The wholesaler said it held the shares “for investment purposes” and wanted to support Sainsbury’s bosses.

Bestway added that it will consider building a larger stake in the FTSE 100 company in the future. Sainsbury’s ownership has been speculated for some time and in 2021 there were even reports that it could be acquired by US private equity giant Apollo.

Bestway Group is the seventh largest family business in the UK with a turnover of approximately £4.5 billion.

It was founded in 1963 as a convenience store chain in London by Pakistani entrepreneur Anwar Pervez and has since grown to wholesale food, drink, cigarettes and household items to 130,000 retailers.

The company has 28,000 employees, thousands of them in the UK, and an annual profit of around £400 million. In addition to wholesale, Bestway owns the UK’s third largest pharmacy chain, Well Pharmacy, and more than 2,700 convenience stores under the Costcutter and Best-one brands.

AJ Bell investment director Russ Mold said the purchase came “out of the blue” and that a combination of the two companies makes sense.

He highlighted how Tesco prospered after acquiring Bookers – the country’s largest wholesaler – in 2017 for £3.7bn.

Mold said: ‘As the UK’s largest independent cash-and-carry company, Bestway’s strategy should be seen as a place where retailers, caterers and cafes can obtain all the necessary stock at a good price.

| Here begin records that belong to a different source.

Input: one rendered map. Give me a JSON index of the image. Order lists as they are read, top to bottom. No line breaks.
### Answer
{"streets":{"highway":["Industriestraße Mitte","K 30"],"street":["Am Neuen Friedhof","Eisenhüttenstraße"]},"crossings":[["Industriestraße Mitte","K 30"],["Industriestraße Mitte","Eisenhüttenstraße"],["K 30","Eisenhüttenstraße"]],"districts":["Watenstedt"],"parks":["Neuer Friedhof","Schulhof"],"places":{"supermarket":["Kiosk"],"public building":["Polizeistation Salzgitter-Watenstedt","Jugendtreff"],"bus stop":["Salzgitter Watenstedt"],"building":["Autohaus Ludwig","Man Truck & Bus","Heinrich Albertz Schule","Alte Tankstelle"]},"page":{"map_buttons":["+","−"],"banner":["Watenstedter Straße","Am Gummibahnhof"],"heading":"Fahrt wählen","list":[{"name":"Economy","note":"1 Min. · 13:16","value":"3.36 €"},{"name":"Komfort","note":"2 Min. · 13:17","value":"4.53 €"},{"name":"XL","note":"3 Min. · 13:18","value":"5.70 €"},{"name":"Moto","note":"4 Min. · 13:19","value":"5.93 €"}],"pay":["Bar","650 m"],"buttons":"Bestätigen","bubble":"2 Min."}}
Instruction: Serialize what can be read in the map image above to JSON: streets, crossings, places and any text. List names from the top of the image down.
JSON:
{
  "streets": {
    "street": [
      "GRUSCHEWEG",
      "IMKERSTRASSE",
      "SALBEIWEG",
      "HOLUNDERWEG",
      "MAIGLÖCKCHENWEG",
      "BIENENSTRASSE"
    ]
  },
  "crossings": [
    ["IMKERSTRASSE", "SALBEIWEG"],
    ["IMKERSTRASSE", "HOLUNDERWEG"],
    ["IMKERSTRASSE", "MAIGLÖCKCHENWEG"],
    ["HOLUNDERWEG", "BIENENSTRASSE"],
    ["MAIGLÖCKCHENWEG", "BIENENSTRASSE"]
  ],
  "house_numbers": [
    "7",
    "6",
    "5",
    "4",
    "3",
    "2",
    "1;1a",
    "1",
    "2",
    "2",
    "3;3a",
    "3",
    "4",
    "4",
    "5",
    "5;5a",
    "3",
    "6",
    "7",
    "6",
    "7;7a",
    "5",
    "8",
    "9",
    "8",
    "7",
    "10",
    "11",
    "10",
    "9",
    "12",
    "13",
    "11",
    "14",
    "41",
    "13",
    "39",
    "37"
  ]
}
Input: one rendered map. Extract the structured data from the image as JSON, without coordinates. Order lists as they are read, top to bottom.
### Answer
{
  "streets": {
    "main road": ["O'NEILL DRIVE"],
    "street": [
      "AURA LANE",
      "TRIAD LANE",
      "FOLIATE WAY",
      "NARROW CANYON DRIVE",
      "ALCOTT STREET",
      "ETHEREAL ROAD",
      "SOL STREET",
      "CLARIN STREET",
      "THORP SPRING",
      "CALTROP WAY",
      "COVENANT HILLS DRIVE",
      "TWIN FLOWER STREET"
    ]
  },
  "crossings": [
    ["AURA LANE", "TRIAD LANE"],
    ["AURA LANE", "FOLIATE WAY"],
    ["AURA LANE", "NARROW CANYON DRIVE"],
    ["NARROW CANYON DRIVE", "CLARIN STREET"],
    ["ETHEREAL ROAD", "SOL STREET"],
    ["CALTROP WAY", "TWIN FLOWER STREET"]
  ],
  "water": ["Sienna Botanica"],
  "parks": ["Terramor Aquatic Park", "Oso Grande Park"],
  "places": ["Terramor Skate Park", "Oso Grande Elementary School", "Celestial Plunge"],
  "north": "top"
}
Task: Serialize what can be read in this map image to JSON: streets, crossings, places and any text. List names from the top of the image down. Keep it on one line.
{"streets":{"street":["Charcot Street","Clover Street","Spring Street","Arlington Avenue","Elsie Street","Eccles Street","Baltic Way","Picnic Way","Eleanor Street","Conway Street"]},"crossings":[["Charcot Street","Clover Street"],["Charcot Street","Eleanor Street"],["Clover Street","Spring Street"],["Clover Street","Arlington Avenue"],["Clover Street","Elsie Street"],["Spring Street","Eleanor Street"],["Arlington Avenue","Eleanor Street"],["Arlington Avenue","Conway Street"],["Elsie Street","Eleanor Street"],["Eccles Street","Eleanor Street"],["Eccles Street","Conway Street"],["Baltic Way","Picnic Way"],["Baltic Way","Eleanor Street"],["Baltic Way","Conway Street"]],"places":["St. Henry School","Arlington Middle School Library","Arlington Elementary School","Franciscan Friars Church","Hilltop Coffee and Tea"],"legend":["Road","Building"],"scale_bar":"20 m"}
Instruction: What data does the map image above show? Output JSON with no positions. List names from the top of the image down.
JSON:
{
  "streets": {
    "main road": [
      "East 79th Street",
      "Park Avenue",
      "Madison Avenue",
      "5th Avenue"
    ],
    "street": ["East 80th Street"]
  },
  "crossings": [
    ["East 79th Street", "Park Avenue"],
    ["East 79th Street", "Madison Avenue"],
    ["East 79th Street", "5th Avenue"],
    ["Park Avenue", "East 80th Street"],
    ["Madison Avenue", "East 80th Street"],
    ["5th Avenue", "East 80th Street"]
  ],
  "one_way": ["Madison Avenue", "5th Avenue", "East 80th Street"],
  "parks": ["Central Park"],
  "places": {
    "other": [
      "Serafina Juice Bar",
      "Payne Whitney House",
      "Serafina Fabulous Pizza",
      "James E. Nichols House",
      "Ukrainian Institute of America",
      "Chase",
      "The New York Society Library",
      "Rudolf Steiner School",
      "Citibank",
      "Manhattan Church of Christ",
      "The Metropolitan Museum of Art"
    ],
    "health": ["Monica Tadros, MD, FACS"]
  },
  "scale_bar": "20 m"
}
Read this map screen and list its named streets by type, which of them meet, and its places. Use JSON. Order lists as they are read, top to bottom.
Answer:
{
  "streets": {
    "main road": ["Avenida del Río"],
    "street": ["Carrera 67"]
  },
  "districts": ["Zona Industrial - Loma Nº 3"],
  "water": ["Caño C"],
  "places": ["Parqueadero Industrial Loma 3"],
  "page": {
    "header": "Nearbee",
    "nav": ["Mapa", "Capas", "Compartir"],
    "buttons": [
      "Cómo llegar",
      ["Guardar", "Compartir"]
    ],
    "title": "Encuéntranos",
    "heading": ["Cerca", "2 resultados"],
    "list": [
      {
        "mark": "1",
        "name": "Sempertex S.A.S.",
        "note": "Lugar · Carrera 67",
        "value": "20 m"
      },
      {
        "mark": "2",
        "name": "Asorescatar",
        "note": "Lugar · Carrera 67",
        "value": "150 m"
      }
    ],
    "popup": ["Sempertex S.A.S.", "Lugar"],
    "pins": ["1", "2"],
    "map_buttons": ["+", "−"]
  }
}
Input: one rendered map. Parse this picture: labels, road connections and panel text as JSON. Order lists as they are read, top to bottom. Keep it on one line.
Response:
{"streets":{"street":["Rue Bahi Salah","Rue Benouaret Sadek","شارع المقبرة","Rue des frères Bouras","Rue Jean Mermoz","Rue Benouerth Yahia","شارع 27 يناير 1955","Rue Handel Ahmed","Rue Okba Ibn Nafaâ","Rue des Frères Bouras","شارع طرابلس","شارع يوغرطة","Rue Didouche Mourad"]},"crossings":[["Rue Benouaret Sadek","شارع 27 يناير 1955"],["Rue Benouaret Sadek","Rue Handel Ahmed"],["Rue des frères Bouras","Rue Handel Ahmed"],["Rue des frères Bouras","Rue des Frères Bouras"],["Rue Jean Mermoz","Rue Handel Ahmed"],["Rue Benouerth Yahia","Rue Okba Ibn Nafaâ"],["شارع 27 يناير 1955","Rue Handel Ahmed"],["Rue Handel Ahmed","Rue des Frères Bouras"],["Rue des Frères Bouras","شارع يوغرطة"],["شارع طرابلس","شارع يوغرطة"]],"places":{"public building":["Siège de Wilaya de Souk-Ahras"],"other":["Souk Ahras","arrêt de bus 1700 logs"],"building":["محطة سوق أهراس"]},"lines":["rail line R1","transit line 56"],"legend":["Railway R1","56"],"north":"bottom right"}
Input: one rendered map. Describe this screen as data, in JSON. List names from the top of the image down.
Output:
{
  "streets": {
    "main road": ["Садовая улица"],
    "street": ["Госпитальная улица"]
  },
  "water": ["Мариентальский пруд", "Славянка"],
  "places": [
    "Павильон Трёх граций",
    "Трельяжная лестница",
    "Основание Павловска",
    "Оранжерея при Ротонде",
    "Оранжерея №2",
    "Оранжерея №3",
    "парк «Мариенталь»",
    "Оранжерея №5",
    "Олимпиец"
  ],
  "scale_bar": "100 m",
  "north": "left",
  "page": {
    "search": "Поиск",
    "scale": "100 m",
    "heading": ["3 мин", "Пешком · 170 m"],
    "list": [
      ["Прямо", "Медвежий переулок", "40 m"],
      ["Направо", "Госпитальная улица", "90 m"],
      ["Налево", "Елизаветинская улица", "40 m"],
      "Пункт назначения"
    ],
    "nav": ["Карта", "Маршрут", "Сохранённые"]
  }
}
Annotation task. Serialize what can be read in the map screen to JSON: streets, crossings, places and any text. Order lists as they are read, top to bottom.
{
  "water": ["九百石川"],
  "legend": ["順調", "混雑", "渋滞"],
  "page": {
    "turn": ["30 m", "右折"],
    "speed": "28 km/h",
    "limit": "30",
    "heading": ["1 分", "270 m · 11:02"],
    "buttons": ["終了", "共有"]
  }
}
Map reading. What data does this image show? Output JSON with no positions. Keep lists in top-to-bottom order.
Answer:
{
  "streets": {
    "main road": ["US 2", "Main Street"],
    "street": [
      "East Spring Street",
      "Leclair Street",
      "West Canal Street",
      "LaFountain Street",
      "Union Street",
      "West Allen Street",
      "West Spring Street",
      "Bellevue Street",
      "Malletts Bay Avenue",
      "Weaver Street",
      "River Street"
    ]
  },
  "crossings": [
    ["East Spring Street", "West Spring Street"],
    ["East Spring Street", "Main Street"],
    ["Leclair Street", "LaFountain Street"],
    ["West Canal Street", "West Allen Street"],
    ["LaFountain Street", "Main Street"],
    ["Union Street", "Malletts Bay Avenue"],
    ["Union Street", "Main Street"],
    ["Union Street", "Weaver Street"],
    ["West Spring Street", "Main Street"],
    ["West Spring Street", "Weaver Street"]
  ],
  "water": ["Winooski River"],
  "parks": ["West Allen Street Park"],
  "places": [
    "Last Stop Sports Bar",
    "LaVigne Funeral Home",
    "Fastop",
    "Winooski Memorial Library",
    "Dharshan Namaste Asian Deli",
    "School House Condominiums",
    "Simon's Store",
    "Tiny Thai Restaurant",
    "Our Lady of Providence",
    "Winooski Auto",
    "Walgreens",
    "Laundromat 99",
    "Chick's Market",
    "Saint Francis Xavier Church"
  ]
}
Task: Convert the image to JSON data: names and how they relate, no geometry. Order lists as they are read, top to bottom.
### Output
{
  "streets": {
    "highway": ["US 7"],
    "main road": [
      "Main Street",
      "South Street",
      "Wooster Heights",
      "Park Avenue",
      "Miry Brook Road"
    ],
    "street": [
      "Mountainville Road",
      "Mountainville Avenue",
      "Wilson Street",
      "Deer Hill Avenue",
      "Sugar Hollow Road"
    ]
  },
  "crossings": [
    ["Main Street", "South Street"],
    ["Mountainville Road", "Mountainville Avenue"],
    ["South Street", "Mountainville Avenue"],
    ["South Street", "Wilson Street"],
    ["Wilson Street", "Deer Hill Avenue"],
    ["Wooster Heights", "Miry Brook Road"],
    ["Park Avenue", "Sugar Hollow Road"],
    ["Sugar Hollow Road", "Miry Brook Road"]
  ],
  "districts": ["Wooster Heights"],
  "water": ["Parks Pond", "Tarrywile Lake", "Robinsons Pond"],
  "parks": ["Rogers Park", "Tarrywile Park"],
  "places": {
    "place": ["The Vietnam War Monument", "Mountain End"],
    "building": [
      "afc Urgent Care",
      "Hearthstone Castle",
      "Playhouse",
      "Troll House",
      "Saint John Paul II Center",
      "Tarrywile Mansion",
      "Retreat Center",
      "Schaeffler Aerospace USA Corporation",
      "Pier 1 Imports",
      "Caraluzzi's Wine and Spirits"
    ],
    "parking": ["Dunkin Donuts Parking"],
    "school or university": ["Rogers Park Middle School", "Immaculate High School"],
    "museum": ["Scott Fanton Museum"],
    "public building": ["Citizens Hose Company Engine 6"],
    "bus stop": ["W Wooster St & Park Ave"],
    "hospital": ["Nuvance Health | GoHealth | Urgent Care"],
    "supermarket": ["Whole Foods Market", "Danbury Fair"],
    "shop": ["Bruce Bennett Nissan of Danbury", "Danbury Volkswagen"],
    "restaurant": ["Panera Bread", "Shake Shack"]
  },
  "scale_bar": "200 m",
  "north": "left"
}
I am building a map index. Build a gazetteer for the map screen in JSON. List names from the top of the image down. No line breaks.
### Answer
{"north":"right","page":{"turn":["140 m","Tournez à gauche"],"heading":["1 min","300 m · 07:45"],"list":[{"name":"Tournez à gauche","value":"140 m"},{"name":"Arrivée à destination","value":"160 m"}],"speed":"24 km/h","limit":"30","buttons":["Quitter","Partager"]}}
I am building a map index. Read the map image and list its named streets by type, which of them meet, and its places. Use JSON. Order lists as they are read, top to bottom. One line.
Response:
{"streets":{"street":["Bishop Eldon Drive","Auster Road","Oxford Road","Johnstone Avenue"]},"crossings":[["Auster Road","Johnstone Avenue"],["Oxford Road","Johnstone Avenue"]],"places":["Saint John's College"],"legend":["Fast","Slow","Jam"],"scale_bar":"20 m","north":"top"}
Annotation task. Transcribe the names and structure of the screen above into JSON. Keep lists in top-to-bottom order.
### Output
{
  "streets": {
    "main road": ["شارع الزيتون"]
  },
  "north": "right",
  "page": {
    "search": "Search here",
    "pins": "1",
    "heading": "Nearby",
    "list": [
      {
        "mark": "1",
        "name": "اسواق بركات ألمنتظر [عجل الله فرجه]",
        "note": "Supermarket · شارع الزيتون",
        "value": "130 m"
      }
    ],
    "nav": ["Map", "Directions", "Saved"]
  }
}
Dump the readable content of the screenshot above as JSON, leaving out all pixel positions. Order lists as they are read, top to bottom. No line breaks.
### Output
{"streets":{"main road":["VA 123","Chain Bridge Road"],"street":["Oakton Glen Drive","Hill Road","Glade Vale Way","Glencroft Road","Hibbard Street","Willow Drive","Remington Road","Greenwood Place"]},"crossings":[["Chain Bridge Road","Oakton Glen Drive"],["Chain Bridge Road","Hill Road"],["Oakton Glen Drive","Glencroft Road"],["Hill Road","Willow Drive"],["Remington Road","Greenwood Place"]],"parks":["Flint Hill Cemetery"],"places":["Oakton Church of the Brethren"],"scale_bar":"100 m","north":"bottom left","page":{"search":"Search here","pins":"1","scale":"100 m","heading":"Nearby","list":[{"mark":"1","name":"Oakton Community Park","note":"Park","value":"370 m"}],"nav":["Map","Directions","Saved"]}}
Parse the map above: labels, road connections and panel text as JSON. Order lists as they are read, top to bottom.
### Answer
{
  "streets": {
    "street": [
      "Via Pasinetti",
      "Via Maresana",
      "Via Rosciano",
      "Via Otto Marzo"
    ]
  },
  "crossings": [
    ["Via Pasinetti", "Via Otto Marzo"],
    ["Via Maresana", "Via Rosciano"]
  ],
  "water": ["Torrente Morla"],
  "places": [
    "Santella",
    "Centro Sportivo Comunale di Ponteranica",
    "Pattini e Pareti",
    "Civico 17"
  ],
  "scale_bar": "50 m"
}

“If Sainsbury’s were part of the same group, both sides could benefit. In theory, Bestway could tap into the purchasing power of the supermarket and get inventory at a lower price, making its offerings more attractive to its customers.”

But he warned that any attempt to make a full offer would be tricky as Bestway would have to make a ‘convincing’ offer to Sainsbury’s existing major shareholders.

They include the Qatari Investment Authority with a 14.3 percent stake and the secretive so-called “Czech Sphinx” Daniel Kretinsky, whose Vesa Equity Investment vehicle owns a tenth of the supermarket.

Sainsbury’s said in a statement last night that it would “cooperate with Bestway Group in accordance with our normal interactions with shareholders.”